— Stored records —

-- Opening Marker --

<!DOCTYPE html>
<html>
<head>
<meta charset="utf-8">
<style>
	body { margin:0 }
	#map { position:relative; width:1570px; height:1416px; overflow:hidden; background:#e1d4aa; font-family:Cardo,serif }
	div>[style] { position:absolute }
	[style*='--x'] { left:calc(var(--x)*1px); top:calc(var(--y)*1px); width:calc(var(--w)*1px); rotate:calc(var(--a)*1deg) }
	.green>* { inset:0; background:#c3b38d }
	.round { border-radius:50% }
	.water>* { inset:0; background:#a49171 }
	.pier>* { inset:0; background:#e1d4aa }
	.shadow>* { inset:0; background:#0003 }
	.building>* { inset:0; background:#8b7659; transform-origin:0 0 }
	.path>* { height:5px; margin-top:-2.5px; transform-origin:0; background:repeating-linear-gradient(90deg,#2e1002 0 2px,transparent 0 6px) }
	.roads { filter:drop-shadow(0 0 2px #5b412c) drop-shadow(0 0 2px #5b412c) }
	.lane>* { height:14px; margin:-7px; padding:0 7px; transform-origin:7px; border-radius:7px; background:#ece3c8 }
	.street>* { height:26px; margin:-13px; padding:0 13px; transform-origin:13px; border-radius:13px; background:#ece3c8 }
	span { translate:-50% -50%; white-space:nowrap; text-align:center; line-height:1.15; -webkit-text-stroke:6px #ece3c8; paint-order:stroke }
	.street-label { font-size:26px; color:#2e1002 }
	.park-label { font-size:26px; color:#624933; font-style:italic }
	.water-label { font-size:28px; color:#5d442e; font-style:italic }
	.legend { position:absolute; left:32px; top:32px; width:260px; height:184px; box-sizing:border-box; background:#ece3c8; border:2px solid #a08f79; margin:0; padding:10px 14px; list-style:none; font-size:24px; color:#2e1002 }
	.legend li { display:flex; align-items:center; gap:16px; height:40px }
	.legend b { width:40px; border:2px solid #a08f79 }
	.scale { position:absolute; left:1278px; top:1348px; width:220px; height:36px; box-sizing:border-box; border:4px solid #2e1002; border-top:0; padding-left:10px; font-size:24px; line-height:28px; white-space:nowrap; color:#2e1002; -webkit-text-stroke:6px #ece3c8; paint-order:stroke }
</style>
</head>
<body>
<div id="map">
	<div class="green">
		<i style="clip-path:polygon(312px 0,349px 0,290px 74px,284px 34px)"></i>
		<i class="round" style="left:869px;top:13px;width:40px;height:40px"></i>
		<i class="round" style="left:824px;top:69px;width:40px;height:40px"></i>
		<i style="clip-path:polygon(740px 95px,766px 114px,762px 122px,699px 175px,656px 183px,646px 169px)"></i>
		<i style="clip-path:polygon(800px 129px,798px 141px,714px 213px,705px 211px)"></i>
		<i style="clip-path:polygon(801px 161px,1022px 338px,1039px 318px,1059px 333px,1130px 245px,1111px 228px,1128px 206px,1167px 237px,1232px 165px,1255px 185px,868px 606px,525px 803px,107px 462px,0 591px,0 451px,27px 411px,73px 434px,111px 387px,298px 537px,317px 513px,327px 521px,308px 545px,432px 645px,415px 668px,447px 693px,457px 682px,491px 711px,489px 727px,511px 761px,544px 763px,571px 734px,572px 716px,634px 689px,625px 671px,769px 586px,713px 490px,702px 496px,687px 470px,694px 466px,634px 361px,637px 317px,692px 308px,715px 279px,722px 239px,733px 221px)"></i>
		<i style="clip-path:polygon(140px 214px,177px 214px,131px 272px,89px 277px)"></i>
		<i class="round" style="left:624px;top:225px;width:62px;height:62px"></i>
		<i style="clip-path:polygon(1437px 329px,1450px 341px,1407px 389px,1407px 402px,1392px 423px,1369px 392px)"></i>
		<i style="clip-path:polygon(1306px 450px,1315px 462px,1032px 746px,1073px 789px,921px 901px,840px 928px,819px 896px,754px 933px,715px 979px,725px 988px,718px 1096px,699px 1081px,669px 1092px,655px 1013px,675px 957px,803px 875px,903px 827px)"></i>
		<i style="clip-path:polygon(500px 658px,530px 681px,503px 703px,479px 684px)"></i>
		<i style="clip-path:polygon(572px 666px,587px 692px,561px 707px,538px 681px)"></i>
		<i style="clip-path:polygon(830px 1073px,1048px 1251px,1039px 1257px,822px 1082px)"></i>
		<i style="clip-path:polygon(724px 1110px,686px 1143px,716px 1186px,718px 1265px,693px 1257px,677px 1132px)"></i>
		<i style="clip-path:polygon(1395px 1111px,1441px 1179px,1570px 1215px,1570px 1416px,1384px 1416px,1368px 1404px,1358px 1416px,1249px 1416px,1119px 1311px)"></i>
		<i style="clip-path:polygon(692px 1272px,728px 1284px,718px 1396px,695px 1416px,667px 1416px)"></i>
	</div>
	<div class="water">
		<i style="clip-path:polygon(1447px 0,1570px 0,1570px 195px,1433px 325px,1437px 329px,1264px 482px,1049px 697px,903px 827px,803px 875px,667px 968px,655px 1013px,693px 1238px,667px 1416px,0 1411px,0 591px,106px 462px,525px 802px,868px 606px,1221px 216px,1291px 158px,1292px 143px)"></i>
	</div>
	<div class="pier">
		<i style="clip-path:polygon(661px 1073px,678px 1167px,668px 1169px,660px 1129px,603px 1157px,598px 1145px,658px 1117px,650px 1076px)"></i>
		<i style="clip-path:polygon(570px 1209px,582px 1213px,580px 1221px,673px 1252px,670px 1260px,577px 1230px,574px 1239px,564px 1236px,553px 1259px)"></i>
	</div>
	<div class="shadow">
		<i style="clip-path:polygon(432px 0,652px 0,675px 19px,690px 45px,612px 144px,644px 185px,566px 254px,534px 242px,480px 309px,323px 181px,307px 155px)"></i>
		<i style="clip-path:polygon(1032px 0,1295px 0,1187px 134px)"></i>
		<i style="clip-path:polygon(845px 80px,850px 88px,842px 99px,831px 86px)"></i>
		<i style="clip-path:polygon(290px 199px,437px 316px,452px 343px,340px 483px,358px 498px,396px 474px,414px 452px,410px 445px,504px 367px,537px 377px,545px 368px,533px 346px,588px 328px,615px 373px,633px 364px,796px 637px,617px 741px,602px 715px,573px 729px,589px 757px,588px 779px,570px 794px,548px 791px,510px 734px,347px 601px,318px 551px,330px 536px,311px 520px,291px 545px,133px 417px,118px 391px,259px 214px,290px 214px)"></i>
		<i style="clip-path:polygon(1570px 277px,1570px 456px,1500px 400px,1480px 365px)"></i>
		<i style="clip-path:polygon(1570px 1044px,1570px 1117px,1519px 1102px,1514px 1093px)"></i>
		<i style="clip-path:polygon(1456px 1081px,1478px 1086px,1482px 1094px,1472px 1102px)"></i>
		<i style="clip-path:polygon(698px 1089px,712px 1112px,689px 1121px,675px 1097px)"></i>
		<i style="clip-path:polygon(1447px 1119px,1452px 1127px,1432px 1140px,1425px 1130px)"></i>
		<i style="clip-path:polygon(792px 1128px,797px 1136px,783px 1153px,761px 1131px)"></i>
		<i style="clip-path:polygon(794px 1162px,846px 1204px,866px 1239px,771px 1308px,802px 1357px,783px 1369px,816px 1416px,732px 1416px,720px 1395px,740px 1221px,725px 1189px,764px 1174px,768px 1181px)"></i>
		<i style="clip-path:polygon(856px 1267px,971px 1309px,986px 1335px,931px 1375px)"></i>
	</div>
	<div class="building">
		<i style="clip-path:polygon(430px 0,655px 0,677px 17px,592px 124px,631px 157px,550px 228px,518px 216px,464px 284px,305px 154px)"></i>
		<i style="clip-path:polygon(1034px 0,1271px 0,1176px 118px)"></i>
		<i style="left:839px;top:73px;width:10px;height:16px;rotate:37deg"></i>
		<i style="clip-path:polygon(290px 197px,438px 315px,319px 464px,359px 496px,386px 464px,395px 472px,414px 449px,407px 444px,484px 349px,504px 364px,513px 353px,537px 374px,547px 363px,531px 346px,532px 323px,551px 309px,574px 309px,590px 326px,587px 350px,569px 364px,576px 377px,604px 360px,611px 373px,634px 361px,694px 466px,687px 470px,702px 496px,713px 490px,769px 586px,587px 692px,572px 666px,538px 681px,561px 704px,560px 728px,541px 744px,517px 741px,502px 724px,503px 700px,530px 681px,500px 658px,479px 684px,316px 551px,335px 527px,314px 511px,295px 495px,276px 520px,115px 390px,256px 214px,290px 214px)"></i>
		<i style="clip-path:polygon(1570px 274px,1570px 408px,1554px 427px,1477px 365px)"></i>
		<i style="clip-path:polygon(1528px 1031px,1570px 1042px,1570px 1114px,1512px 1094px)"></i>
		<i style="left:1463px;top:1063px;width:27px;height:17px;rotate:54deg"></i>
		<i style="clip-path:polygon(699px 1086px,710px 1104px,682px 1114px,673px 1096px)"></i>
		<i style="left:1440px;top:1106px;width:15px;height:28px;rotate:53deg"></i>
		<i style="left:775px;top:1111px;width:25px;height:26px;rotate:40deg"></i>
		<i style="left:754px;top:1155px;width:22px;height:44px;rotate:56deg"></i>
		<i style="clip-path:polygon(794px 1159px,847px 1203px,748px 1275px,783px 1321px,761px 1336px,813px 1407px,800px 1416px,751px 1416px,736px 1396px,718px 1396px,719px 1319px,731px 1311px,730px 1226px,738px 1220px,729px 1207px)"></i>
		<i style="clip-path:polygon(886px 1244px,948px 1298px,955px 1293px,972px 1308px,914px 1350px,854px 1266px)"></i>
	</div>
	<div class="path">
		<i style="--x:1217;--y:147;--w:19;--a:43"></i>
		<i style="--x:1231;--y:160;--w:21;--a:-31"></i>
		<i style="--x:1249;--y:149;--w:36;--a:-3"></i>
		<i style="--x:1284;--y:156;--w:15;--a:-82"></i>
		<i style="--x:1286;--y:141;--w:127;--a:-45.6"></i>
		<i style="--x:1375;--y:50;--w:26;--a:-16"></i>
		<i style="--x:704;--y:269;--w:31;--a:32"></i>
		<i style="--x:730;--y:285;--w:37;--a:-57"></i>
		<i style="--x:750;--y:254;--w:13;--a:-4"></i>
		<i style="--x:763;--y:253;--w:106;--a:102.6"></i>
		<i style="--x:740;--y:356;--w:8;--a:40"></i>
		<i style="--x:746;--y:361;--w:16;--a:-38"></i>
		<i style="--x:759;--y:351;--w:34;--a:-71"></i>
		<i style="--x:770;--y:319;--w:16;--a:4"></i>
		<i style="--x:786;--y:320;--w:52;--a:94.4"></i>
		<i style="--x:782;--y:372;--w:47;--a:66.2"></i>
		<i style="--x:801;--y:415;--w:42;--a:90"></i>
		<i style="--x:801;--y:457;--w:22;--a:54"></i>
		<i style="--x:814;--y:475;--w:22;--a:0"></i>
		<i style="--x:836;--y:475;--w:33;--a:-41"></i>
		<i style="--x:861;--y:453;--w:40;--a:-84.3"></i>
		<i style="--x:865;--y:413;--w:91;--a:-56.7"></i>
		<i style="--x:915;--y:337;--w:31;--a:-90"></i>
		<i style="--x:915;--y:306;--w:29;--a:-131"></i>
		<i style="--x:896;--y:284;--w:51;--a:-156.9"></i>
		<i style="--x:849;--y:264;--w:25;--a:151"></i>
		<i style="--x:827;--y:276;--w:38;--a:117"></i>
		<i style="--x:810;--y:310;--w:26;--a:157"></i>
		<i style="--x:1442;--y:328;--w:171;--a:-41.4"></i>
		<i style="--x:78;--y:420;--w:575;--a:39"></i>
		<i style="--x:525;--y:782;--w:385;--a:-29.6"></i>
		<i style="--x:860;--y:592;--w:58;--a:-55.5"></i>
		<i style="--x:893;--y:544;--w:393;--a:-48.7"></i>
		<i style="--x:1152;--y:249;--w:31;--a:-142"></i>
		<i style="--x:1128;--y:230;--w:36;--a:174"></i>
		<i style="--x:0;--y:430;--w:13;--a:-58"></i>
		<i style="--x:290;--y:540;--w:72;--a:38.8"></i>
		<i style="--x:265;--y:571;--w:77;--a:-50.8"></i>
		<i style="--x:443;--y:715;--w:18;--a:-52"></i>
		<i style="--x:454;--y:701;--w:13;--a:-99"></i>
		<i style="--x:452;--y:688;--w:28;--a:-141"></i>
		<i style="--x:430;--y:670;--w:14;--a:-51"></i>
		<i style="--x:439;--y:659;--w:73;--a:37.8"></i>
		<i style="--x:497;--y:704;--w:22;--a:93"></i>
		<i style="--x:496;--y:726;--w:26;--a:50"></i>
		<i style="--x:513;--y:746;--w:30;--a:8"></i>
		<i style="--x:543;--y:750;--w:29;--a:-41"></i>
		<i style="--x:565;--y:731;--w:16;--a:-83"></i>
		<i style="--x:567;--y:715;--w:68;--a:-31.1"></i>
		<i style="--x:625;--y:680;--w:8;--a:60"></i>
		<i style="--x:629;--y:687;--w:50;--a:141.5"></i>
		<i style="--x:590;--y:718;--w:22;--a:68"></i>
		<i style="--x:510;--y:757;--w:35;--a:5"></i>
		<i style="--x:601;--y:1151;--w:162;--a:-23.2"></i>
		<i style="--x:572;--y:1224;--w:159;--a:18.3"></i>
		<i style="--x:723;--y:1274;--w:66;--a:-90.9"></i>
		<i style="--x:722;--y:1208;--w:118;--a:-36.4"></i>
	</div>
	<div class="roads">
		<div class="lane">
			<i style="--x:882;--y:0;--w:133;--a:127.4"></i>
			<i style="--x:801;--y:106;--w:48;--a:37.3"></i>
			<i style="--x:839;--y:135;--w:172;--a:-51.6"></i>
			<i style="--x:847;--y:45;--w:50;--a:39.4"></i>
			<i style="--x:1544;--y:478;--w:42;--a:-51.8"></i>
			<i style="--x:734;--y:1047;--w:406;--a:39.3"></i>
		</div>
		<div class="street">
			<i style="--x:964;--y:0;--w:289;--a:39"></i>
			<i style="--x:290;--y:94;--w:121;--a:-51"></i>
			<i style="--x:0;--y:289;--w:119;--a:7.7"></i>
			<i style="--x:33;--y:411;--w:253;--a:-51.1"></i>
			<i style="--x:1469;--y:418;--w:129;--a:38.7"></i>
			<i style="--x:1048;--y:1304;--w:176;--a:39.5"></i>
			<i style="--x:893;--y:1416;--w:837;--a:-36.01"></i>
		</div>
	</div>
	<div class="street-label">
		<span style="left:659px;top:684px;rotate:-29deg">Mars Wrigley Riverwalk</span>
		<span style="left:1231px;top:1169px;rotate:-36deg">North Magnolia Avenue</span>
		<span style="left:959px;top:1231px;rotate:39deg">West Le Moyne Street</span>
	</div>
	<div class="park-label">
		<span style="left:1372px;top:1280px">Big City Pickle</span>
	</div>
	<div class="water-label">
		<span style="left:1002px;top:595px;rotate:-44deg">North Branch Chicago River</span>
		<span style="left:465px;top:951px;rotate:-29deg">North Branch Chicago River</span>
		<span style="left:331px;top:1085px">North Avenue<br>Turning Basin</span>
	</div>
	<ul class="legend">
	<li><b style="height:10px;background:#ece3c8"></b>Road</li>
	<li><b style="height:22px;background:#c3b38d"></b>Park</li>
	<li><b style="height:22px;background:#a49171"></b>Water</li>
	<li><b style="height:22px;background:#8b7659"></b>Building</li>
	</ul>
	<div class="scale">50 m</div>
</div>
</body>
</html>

-- Closing Marker --

Every line from the line containing "position:relative; width:1570px; height:1416px;" through the line containing "height:5px; margin-top:-2.5px; transform-origin:0;" in the records above must be retyped exactly. Leave out the rest.

— Answer to this exercise —
	#map { position:relative; width:1570px; height:1416px; overflow:hidden; background:#e1d4aa; font-family:Cardo,serif }
	div>[style] { position:absolute }
	[style*='--x'] { left:calc(var(--x)*1px); top:calc(var(--y)*1px); width:calc(var(--w)*1px); rotate:calc(var(--a)*1deg) }
	.green>* { inset:0; background:#c3b38d }
	.round { border-radius:50% }
	.water>* { inset:0; background:#a49171 }
	.pier>* { inset:0; background:#e1d4aa }
	.shadow>* { inset:0; background:#0003 }
	.building>* { inset:0; background:#8b7659; transform-origin:0 0 }
	.path>* { height:5px; margin-top:-2.5px; transform-origin:0; background:repeating-linear-gradient(90deg,#2e1002 0 2px,transparent 0 6px) }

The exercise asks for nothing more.